[Stored items]

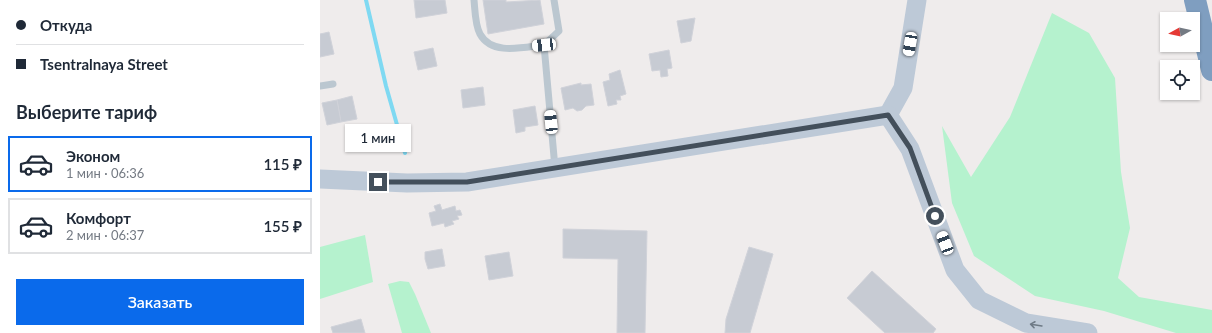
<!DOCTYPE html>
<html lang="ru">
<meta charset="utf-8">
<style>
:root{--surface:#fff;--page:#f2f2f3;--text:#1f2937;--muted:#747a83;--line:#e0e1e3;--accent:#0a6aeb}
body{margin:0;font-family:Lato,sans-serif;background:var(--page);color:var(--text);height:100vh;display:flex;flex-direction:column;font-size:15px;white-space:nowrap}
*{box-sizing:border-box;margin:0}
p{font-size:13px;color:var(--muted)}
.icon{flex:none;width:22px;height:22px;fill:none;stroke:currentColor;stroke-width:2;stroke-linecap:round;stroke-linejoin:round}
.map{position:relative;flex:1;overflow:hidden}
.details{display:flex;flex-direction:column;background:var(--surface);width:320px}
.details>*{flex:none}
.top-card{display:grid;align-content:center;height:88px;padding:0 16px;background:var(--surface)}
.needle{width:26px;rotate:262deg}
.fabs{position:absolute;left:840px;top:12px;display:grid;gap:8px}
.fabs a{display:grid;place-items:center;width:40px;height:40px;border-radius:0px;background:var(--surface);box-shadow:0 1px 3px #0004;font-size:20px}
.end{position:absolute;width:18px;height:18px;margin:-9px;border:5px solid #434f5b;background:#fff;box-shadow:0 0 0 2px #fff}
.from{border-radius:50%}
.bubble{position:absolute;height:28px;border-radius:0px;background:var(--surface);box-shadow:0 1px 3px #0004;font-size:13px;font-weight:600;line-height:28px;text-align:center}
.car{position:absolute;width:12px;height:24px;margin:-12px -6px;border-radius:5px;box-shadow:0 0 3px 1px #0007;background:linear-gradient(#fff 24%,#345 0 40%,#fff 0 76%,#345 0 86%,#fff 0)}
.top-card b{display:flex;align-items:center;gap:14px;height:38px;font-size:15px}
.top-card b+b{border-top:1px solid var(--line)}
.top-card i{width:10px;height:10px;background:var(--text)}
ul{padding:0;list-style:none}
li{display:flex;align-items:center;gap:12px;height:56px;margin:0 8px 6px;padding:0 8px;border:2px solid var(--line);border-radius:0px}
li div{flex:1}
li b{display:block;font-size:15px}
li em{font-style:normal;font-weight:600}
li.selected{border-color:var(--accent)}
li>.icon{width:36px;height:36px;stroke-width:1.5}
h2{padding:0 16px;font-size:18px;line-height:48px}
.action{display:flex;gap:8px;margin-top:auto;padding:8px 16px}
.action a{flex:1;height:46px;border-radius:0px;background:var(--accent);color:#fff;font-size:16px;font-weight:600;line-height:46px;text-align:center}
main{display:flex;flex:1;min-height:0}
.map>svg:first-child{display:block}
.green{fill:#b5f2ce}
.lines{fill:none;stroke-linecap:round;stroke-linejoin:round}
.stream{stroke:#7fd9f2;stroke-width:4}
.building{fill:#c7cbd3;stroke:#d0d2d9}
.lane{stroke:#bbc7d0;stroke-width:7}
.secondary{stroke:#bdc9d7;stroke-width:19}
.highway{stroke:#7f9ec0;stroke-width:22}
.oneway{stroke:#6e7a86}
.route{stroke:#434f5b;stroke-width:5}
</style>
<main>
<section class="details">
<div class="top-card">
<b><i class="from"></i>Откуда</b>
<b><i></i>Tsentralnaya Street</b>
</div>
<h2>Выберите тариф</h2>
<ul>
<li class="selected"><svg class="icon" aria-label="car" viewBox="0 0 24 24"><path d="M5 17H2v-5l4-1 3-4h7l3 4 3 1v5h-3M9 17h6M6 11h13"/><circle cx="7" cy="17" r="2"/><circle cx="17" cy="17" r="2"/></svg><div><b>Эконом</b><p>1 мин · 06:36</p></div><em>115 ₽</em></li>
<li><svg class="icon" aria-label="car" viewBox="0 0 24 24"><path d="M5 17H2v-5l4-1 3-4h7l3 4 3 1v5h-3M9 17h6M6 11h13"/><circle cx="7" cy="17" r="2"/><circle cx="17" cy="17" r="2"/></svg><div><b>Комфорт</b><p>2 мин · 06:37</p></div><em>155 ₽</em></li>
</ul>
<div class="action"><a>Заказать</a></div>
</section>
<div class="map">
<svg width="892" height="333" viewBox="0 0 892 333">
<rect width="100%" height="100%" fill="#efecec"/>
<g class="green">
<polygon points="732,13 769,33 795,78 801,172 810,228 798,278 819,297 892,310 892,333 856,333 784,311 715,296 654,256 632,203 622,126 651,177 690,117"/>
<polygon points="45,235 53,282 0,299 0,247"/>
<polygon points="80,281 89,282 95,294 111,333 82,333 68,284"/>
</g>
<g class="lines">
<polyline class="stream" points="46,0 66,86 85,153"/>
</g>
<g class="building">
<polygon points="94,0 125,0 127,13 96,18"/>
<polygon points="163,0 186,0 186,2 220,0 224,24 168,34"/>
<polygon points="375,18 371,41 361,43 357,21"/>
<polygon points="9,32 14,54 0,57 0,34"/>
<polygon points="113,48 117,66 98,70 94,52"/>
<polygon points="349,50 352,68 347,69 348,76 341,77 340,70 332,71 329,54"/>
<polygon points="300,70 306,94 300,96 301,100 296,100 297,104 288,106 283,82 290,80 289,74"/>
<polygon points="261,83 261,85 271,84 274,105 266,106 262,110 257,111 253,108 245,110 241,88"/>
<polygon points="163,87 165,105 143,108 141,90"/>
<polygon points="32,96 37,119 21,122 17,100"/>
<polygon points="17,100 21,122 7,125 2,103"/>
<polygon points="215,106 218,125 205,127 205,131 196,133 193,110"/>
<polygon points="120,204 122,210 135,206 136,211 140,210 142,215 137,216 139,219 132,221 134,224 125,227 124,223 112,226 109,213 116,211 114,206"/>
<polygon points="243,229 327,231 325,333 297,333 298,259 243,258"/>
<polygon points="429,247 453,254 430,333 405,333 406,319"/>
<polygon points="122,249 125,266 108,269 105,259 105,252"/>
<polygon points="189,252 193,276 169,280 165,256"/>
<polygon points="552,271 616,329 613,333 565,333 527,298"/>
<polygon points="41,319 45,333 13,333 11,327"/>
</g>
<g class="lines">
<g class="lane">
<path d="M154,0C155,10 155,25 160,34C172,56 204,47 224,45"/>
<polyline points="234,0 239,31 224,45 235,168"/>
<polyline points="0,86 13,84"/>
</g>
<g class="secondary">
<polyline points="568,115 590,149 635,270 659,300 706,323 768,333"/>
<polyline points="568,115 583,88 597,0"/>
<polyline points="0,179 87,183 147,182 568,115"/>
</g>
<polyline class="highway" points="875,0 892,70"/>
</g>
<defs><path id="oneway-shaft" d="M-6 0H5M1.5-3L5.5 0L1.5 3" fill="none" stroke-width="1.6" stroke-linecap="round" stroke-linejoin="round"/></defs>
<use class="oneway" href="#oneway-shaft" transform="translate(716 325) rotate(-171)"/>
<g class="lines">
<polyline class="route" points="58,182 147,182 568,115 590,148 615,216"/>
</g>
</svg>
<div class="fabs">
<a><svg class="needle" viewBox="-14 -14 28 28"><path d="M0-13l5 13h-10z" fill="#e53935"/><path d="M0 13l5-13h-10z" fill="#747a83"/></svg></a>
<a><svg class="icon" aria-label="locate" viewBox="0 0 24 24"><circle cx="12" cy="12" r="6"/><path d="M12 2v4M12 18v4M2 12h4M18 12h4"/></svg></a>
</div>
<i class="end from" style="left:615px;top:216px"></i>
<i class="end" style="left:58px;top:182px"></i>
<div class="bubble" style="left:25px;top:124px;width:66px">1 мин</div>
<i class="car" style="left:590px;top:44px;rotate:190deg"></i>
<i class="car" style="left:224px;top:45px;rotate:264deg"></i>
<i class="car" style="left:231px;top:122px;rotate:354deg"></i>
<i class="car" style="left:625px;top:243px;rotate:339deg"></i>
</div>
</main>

--

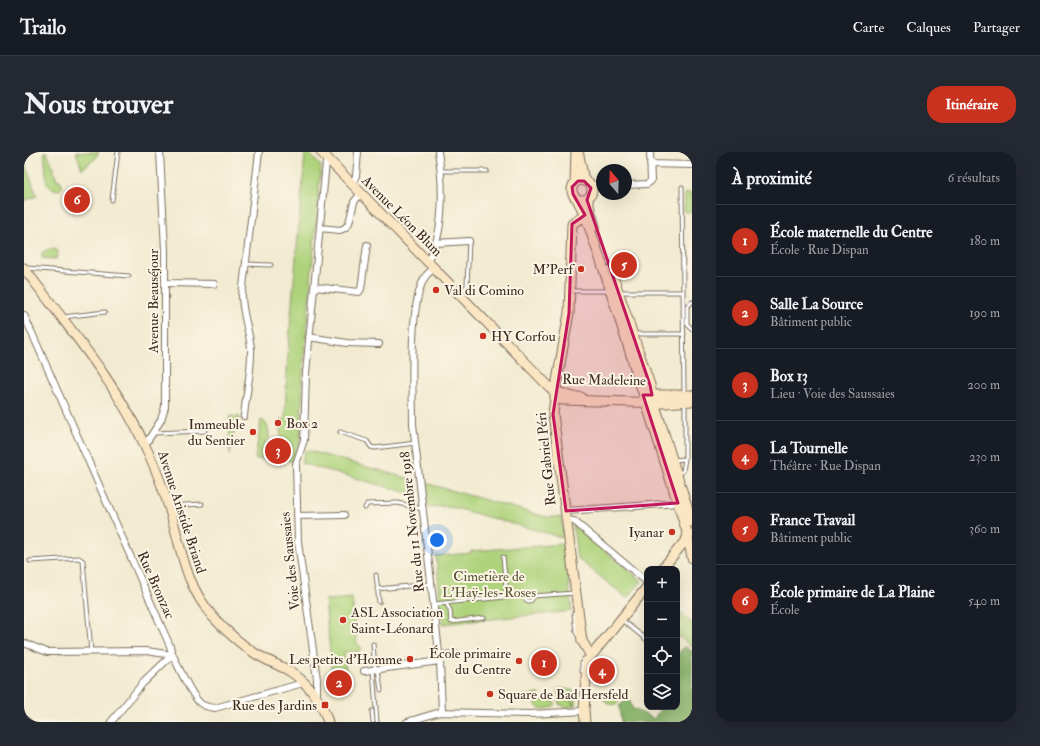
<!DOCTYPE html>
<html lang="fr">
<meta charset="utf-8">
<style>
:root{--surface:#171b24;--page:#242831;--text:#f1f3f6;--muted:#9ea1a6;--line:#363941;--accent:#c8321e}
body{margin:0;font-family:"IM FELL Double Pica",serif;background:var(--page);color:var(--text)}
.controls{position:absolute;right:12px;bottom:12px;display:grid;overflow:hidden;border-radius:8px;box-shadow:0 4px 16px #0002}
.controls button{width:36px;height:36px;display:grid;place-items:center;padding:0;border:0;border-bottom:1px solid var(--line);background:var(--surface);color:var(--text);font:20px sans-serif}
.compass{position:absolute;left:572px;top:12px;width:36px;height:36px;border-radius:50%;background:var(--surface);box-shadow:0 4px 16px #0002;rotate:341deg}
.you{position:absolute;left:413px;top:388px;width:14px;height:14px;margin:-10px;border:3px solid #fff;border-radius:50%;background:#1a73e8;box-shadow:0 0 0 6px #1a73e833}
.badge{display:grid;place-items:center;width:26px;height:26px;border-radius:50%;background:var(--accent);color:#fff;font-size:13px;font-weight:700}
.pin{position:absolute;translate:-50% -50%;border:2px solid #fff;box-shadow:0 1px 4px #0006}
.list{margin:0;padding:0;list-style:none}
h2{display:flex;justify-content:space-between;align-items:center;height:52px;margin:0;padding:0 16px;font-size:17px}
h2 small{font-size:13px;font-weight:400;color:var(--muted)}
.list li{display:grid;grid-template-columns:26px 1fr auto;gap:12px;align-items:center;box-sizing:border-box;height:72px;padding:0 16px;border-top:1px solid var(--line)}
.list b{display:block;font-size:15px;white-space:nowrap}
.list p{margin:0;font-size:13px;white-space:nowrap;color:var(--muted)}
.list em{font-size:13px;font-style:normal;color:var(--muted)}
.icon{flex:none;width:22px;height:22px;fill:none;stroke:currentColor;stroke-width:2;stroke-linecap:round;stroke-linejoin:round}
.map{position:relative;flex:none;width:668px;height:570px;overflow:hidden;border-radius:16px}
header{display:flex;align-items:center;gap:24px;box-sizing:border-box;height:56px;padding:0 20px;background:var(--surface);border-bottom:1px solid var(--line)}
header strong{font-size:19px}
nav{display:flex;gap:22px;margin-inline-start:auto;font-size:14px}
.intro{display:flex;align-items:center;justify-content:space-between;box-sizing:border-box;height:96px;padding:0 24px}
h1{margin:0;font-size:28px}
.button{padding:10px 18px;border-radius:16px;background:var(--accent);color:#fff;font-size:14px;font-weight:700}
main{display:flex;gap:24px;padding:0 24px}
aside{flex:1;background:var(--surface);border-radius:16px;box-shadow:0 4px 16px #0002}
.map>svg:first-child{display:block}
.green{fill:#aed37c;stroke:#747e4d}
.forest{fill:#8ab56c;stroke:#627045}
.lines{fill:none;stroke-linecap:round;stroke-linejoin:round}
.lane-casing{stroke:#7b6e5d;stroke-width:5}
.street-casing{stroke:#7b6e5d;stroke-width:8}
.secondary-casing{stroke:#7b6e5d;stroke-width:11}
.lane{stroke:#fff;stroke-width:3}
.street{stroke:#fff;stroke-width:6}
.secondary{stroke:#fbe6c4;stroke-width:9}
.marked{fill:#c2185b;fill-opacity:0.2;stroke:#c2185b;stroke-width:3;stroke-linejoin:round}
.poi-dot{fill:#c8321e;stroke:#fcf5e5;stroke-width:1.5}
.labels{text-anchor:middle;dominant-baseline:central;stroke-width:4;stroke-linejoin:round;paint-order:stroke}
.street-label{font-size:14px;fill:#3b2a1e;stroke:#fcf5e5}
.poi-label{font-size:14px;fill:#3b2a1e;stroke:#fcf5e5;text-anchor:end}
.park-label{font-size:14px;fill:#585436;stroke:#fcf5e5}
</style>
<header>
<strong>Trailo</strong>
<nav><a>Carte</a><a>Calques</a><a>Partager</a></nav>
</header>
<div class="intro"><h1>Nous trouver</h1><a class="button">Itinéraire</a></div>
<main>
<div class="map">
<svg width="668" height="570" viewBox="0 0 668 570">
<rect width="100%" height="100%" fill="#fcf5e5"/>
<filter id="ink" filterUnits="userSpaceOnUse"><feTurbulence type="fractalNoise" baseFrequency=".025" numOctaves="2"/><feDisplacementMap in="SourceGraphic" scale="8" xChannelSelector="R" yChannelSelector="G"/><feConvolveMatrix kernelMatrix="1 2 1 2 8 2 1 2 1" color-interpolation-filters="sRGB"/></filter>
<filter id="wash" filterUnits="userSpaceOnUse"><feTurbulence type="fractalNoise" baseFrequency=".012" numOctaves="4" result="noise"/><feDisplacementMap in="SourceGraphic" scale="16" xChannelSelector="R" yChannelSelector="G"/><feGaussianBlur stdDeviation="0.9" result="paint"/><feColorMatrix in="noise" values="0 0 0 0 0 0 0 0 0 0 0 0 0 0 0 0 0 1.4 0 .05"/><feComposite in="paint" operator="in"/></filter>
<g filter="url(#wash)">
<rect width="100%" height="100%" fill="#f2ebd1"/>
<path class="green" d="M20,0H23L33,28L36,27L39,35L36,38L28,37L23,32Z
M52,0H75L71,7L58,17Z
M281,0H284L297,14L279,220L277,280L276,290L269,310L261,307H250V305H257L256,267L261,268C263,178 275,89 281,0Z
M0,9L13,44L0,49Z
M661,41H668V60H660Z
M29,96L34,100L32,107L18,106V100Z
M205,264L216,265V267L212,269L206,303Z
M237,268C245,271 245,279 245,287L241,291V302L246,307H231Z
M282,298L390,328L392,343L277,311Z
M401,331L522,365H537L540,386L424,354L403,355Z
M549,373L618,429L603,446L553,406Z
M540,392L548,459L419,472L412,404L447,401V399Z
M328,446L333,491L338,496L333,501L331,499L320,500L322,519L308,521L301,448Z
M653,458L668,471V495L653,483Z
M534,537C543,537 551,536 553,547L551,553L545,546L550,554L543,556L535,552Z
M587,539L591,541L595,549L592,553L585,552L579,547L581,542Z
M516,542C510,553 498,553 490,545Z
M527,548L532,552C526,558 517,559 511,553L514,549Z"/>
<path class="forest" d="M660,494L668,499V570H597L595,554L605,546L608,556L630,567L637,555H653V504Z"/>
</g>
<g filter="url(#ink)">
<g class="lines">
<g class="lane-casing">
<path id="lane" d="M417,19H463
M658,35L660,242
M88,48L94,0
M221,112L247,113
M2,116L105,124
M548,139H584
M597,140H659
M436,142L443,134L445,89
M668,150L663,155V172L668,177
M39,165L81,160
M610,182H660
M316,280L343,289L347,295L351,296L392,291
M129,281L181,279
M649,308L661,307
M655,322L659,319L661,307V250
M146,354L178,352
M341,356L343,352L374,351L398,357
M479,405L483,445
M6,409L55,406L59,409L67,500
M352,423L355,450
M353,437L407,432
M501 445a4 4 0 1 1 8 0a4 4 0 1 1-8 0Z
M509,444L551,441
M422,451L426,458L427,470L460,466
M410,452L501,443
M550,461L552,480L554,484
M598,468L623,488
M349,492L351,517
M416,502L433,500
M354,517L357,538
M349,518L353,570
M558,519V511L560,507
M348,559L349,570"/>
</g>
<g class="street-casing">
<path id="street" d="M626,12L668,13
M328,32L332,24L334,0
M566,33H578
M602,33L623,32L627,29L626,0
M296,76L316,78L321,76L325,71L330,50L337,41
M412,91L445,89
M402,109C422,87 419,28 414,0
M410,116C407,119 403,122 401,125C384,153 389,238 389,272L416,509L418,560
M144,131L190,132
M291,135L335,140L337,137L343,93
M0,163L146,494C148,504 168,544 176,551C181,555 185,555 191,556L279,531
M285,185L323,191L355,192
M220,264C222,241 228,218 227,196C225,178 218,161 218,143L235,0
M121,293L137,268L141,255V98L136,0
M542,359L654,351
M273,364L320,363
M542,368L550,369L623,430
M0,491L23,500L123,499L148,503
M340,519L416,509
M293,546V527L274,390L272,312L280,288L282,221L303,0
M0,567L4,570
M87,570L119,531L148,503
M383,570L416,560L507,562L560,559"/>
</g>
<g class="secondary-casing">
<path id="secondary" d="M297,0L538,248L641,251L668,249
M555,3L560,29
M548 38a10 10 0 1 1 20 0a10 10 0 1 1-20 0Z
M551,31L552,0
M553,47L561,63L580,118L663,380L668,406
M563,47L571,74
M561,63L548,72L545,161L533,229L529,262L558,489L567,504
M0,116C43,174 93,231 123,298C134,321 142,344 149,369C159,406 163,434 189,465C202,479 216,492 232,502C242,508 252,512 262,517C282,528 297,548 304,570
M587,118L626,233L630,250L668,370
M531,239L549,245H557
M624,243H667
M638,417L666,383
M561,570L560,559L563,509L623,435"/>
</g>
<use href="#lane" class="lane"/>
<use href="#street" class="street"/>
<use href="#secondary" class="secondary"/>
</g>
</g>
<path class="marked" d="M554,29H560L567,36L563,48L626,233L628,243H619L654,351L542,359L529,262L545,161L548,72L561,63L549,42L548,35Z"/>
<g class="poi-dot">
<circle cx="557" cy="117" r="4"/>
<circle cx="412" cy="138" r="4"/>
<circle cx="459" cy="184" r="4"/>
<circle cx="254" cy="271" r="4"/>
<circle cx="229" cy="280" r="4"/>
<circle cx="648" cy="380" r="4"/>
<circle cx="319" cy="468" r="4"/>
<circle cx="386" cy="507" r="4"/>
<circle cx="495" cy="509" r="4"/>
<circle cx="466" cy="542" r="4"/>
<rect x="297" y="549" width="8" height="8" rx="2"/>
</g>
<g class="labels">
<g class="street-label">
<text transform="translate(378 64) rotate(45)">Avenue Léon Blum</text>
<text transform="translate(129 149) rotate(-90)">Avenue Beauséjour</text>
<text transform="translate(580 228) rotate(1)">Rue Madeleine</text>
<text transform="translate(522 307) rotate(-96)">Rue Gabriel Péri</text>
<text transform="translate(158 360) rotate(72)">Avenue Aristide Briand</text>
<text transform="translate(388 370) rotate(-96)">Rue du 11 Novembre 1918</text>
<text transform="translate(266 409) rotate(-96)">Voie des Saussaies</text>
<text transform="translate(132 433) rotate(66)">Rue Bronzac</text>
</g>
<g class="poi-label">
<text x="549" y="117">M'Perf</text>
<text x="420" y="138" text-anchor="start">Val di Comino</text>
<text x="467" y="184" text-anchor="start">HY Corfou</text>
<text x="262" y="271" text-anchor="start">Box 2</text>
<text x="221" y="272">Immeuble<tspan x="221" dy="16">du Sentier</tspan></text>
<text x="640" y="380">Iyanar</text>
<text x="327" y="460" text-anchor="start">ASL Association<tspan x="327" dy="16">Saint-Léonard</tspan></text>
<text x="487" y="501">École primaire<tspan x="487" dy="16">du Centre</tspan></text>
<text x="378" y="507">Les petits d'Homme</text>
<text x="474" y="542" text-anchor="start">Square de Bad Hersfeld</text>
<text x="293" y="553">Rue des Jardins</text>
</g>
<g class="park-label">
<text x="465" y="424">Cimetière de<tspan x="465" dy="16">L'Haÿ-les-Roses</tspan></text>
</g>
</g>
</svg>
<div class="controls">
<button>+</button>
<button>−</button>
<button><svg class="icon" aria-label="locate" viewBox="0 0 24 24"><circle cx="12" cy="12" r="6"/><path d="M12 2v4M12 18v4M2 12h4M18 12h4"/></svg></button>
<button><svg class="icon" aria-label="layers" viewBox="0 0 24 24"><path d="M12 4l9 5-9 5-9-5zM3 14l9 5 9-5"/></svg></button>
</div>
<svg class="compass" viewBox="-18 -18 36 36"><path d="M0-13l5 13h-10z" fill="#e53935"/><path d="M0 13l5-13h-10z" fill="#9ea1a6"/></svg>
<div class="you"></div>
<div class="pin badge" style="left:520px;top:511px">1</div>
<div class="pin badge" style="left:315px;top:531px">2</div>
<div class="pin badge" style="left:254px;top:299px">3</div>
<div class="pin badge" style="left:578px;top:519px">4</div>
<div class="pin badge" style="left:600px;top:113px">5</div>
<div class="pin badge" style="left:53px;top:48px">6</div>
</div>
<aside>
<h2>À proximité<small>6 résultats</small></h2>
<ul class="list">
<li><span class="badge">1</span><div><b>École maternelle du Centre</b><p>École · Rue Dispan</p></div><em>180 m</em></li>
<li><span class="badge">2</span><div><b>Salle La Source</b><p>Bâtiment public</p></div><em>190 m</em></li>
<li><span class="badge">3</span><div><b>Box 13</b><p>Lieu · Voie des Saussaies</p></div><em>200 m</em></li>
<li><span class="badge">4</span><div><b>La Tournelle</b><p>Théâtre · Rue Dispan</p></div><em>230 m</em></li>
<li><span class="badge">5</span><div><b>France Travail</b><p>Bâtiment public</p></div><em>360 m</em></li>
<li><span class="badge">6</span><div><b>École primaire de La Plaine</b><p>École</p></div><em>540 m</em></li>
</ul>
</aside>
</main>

### [Work to complete]
Return every line of the records in which the word "labels" is found.

### [Exercise response]
.labels{text-anchor:middle;dominant-baseline:central;stroke-width:4;stroke-linejoin:round;paint-order:stroke}
<g class="labels">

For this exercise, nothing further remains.